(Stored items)

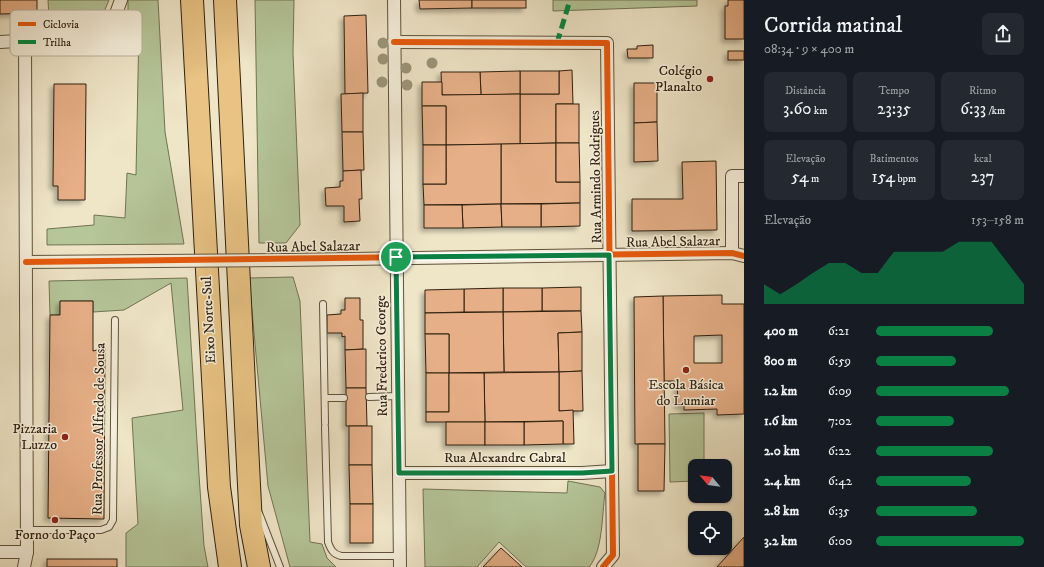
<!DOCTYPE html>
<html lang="pt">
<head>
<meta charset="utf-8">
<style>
  :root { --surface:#171b24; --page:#242831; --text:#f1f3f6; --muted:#9ea1a6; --accent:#0b8043 }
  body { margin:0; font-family:"IM FELL DW Pica",serif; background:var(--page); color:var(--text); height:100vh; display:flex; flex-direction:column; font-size:15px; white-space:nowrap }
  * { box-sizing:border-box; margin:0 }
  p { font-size:13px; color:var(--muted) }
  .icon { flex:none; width:22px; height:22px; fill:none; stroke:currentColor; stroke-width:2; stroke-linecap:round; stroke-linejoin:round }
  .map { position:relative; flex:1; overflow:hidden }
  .panel { display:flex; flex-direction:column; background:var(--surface); width:300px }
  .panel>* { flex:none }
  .needle { width:26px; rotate:299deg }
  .buttons { position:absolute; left:688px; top:459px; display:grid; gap:8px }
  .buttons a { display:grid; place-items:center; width:44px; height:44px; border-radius:8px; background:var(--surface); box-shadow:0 1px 3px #0004; font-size:20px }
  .pin { position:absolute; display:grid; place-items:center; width:34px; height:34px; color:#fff; margin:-17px; border:2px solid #fff; border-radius:50%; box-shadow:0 1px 4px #0007 }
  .round { display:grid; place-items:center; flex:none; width:42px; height:42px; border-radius:8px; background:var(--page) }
  .overview { display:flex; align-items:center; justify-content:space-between; height:68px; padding:0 20px }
  h1 { font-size:22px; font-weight:600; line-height:30px }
  .stats { display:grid; grid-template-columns:repeat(3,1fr); gap:6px; height:68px; padding:4px 20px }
  .stats div { display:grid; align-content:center; border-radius:8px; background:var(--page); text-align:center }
  .stats b { font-size:17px; font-weight:600 }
  .stats small { font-size:11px; font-weight:400 }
  .stats p { font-size:11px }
  .chart { height:112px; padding:8px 20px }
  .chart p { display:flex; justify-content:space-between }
  .chart svg { width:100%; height:72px; margin-top:4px; fill:var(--accent); opacity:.7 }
  ul { padding:0 20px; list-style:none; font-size:13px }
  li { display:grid; grid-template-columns:64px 48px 1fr; align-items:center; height:30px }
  li i { height:10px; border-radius:5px; background:var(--accent) }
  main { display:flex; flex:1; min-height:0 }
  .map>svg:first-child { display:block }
  .green { fill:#b5c699; stroke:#727354 }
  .building { fill:#e6af87; stroke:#2f200f; fill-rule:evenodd; filter:url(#shadow) }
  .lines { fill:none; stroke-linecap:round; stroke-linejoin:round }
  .lane-casing { stroke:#5f523d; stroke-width:8 }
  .street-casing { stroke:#5f523d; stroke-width:14 }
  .highway-casing { stroke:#2f200f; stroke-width:24 }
  .lane { stroke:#f5efdb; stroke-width:6 }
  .street { stroke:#f5efdb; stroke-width:12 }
  .highway { stroke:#e8c384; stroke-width:22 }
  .street-bridge-casing { stroke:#5f523d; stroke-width:14; stroke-linecap:butt }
  .street-bridge { stroke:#f5efdb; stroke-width:12 }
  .quiet { stroke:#00873e; stroke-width:5; stroke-dasharray:10 5; stroke-linecap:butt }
  .cycleway-casing { stroke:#f5efdb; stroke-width:8 }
  .cycleway { stroke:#e8590c; stroke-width:6 }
  .tree { fill:#9b9579 }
  .route-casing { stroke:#fff; stroke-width:8 }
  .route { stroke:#0b8043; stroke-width:5 }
  .poi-dot { fill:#8f2418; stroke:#f5efdb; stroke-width:1.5 }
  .labels { text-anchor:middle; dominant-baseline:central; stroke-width:3; stroke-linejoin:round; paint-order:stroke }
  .poi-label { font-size:14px; fill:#2f200f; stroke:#f5efdb; text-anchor:end }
  .street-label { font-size:14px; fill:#2f200f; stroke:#f5efdb }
  .key { fill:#f5efdb; stroke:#bab19e; stroke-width:1 }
  .key-label { font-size:11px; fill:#2f200f }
</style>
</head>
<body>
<main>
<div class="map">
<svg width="744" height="567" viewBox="0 0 744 567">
  <defs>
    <filter id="shadow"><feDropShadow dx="-3.5" dy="3.5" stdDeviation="2" flood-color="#0004"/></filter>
  </defs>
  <rect width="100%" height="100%" fill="#efe6c8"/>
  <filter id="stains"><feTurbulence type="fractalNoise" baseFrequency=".005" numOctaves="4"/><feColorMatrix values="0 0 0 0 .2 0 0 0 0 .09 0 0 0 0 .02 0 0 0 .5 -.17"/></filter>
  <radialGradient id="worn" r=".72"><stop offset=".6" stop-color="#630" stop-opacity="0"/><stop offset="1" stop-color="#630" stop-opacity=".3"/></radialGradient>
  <g class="green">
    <polygon points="48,0 109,0 104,12 96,21 85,23 84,15 49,18"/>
    <polygon points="128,0 158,0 165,132 184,244 47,245 47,229 94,225 94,215 125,218 127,173 136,175 139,27 120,26 128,16"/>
    <polygon points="255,0 294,0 293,53 300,225 286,243 259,243"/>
    <polygon points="553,0 697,0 697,6 553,11"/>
    <polygon points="293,277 300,301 310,542 322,544 327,558 336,567 290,567 268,486 249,278"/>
    <polygon points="187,278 199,475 204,546 208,567 126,567 126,533 138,524 132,418 183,410 171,283 124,310 93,312 93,301 60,301 60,315 50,315 49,281"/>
    <polygon points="704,413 704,466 695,466 695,481 670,482 669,414"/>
    <path d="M568 481 600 487 605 493C602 514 603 551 589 567H526L499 542 477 567H425L423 489 567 493Z"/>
  </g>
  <g class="building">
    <polygon points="0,0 37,0 37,13 0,14"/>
    <polygon points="419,0 472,0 472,8 420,9"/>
    <rect x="472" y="0" width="54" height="8"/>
    <polygon points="728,0 744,0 744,39 725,39 725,6 728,6"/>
    <polygon points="366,15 368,93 345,94 344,16"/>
    <polygon points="653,45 653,58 628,58 627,49 637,49 637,46"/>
    <rect x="728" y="51" width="16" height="9"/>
    <polygon points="572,70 573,104 556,104 556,143 520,144 520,94 559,94 559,71"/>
    <rect x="520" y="71" width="39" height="23"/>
    <polygon points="520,71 520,94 481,95 480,72"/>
    <polygon points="441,72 480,72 481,95 442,95"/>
    <polygon points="422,82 442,82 442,95 520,94 520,144 446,145 446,106 422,106"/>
    <polygon points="634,83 657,83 657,122 634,123"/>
    <polygon points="54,84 86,84 85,200 58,200 58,186 53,186"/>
    <polygon points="363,93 363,132 342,132 341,94"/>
    <rect x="556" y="104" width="23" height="39"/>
    <polygon points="422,106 446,106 446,145 423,145"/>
    <polygon points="657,122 658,161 634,162 634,123"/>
    <polygon points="342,132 363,132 364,170 343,171"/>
    <polygon points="556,143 556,182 580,182 580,203 501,204 501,144"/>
    <polygon points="556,143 579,143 580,182 556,182"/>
    <polygon points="501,144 501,204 424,205 423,184 446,184 446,145"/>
    <rect x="423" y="145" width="23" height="39"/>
    <polygon points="716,161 717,230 632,231 632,199 683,199 682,162"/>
    <polygon points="361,170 362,199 359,199 360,221 344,222 344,206 326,206 325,188 340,187 340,181 343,181 343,171"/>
    <polygon points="580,203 580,226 541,227 541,204"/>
    <polygon points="501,204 502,227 463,228 462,205"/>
    <polygon points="501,204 541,204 541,227 502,227"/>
    <polygon points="424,205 462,205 463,228 424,228"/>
    <polygon points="581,287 581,311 542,311 542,288"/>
    <polygon points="503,288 542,288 542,311 503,312"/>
    <polygon points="503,288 503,312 464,312 464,289"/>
    <polygon points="464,289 464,312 425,313 425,290"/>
    <path d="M722 295V304H744V414L717 415V409L684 410V406H678L677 381H664L663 296ZM722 335V363H694V336Z"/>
    <polygon points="663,296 665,444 635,444 634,297"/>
    <polygon points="345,298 360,298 360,320 363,320 363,349 345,350 345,336 342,337 342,333 327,333 327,315 341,314 341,310 345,310"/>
    <polygon points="60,301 93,301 93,351 105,348 104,519 48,518 50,315 60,315"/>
    <polygon points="581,311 582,332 558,333 559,372 504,372 503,312"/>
    <polygon points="503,312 504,372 449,373 449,334 425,334 425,313"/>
    <polygon points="582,332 582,371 559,372 558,333"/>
    <polygon points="425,334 449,334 449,373 426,373"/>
    <polygon points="366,349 366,388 346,388 345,350"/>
    <polygon points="582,371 583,411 559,411 559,372"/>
    <polygon points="559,372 559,411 573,410 574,444 563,444 563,421 485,422 484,373"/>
    <rect x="426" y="373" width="23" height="39"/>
    <polygon points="449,373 484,373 485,422 426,422 426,412 449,412"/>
    <polygon points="346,388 366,388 367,426 346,426"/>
    <polygon points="563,421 563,444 524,445 524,422"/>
    <rect x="446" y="422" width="39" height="23"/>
    <rect x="485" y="422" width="39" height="23"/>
    <rect x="349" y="426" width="23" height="39"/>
    <polygon points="638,444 665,444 664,491 638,491"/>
    <polygon points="349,465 372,465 373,504 350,504"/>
    <rect x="350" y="504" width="23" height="39"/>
    <polygon points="744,537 744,567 717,567"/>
    <polygon points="501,548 522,567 483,567"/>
    <rect x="47" y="559" width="70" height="8"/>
  </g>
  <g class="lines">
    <g class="lane-casing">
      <g id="lane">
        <polyline points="323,304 325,423"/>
        <polyline points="369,397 398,396"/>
        <polyline points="325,398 344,398"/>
        <path d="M325 427 328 542C331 550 333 554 341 556H400"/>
        <polyline points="259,513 280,567"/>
        <polyline points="27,530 101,530 109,527 113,520 115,320"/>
      </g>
    </g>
    <g class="street-casing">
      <g id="street">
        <polyline points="394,0 400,567"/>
        <polyline points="0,42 100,36 114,19 121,0"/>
        <polyline points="394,42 607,43 613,555 603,567"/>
        <polyline points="732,253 732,176 744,176"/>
        <polyline points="287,260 732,253 744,256"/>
        <polyline points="26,262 155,261"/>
        <polyline points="399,473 582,473 612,471"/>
        <polyline points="0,552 27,552"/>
        <polyline points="24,567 27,552 25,42"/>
      </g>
    </g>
    <g class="highway-casing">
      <g id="highway">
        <polyline points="192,0 219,487 230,567"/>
        <polyline points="225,0 249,485 251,525 259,567"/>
      </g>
    </g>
    <use href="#lane" class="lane"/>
    <use href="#street" class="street"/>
    <use href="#highway" class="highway"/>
    <g class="street-bridge-casing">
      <polyline id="street-bridge" points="155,261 287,260"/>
    </g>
    <use href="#street-bridge" class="street-bridge"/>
    <polyline class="quiet" points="557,43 570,0"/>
    <g class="cycleway-casing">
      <g id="cycleway">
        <polyline points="394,42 607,43 613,555 603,567"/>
        <polyline points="26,262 732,253 744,256"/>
      </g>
    </g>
    <use href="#cycleway" class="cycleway"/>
  </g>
  <g class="tree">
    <circle cx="383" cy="43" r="5.5"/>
    <circle cx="383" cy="59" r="5.5"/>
    <circle cx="432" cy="63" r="5.5"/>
    <circle cx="406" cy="68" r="5.5"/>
    <circle cx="382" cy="82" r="5.5"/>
    <circle cx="407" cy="85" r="5.5"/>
  </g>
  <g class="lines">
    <g class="route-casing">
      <polygon id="route" points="609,255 612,471 582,473 399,473 396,257"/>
    </g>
    <use href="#route" class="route"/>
  </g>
  <g class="poi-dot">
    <circle cx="710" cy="79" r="4"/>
    <circle cx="686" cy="370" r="4"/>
    <circle cx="65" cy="437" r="4"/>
    <circle cx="55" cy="520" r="4"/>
  </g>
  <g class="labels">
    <g class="poi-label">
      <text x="702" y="71">Colégio<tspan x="702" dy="16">Planalto</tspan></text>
      <text x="686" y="385" text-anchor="middle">Escola Básica<tspan x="686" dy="16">do Lumiar</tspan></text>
      <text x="57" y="429">Pizzaria<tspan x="57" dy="16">Luzzo</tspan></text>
      <text x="55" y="535" text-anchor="middle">Forno do Paço</text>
    </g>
    <g class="street-label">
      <text transform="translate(596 177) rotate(-91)">Rua Armindo Rodrigues</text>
      <text transform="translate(673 242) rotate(-1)">Rua Abel Salazar</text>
      <text transform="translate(313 247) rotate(-1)">Rua Abel Salazar</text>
      <text transform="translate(209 320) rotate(-93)">Eixo Norte-Sul</text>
      <text transform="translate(382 356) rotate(-91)">Rua Frederico George</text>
      <text transform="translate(99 429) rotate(-89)">Rua Professor Alfredo de Sousa</text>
      <text x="505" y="458">Rua Alexandre Cabral</text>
    </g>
  </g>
  <rect x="10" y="10" width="132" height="46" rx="6" class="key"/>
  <rect x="18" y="22" width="18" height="4" fill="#e8590c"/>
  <rect x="18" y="40" width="18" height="4" fill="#00873e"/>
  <g class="key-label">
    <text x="43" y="28">Ciclovia</text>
    <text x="43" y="46">Trilha</text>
  </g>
  <rect width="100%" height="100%" filter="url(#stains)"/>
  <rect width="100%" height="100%" fill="url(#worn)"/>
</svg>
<div class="buttons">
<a><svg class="needle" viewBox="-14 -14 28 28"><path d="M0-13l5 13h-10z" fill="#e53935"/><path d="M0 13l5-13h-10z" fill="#9ea1a6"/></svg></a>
<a><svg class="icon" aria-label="locate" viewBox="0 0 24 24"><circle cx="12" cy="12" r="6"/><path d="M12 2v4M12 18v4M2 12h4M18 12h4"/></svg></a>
</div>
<div class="pin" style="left:396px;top:257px;background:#1e9e55"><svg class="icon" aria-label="arrive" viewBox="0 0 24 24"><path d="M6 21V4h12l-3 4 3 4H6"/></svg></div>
</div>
<section class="panel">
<div class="overview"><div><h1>Corrida matinal</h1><p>08:34 · 9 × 400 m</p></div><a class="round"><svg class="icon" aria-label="share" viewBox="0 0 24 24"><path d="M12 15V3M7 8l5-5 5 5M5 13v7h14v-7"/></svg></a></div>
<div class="stats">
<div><p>Distância</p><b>3.60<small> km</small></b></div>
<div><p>Tempo</p><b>23:35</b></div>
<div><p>Ritmo</p><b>6:33<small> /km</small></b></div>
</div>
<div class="stats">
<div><p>Elevação</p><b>54<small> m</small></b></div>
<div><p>Batimentos</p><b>154<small> bpm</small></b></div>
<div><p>kcal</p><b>237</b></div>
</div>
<div class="chart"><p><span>Elevação</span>153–158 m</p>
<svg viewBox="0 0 160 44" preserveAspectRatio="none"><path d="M0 44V32L10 38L20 32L30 25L40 19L50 19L60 25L70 25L80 12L90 12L100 12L110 12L120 6L130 6L140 6L150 19L160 32V44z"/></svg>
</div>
<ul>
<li><b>400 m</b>6:21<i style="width:79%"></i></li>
<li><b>800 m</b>6:59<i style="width:54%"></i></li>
<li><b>1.2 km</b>6:09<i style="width:90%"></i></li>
<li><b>1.6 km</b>7:02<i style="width:53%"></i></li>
<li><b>2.0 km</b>6:22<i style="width:79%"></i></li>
<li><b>2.4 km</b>6:42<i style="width:64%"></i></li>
<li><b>2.8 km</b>6:35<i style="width:68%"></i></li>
<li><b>3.2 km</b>6:00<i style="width:100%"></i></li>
</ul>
</section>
</main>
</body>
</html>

WORK ORDER>
Return nothing but the lines running from the start of the data to the line with "padding:0 20px; list-style:none;", please, both ends included and no pictures.

ANSWER SPACE>
<!DOCTYPE html>
<html lang="pt">
<head>
<meta charset="utf-8">
<style>
  :root { --surface:#171b24; --page:#242831; --text:#f1f3f6; --muted:#9ea1a6; --accent:#0b8043 }
  body { margin:0; font-family:"IM FELL DW Pica",serif; background:var(--page); color:var(--text); height:100vh; display:flex; flex-direction:column; font-size:15px; white-space:nowrap }
  * { box-sizing:border-box; margin:0 }
  p { font-size:13px; color:var(--muted) }
  .icon { flex:none; width:22px; height:22px; fill:none; stroke:currentColor; stroke-width:2; stroke-linecap:round; stroke-linejoin:round }
  .map { position:relative; flex:1; overflow:hidden }
  .panel { display:flex; flex-direction:column; background:var(--surface); width:300px }
  .panel>* { flex:none }
  .needle { width:26px; rotate:299deg }
  .buttons { position:absolute; left:688px; top:459px; display:grid; gap:8px }
  .buttons a { display:grid; place-items:center; width:44px; height:44px; border-radius:8px; background:var(--surface); box-shadow:0 1px 3px #0004; font-size:20px }
  .pin { position:absolute; display:grid; place-items:center; width:34px; height:34px; color:#fff; margin:-17px; border:2px solid #fff; border-radius:50%; box-shadow:0 1px 4px #0007 }
  .round { display:grid; place-items:center; flex:none; width:42px; height:42px; border-radius:8px; background:var(--page) }
  .overview { display:flex; align-items:center; justify-content:space-between; height:68px; padding:0 20px }
  h1 { font-size:22px; font-weight:600; line-height:30px }
  .stats { display:grid; grid-template-columns:repeat(3,1fr); gap:6px; height:68px; padding:4px 20px }
  .stats div { display:grid; align-content:center; border-radius:8px; background:var(--page); text-align:center }
  .stats b { font-size:17px; font-weight:600 }
  .stats small { font-size:11px; font-weight:400 }
  .stats p { font-size:11px }
  .chart { height:112px; padding:8px 20px }
  .chart p { display:flex; justify-content:space-between }
  .chart svg { width:100%; height:72px; margin-top:4px; fill:var(--accent); opacity:.7 }
  ul { padding:0 20px; list-style:none; font-size:13px }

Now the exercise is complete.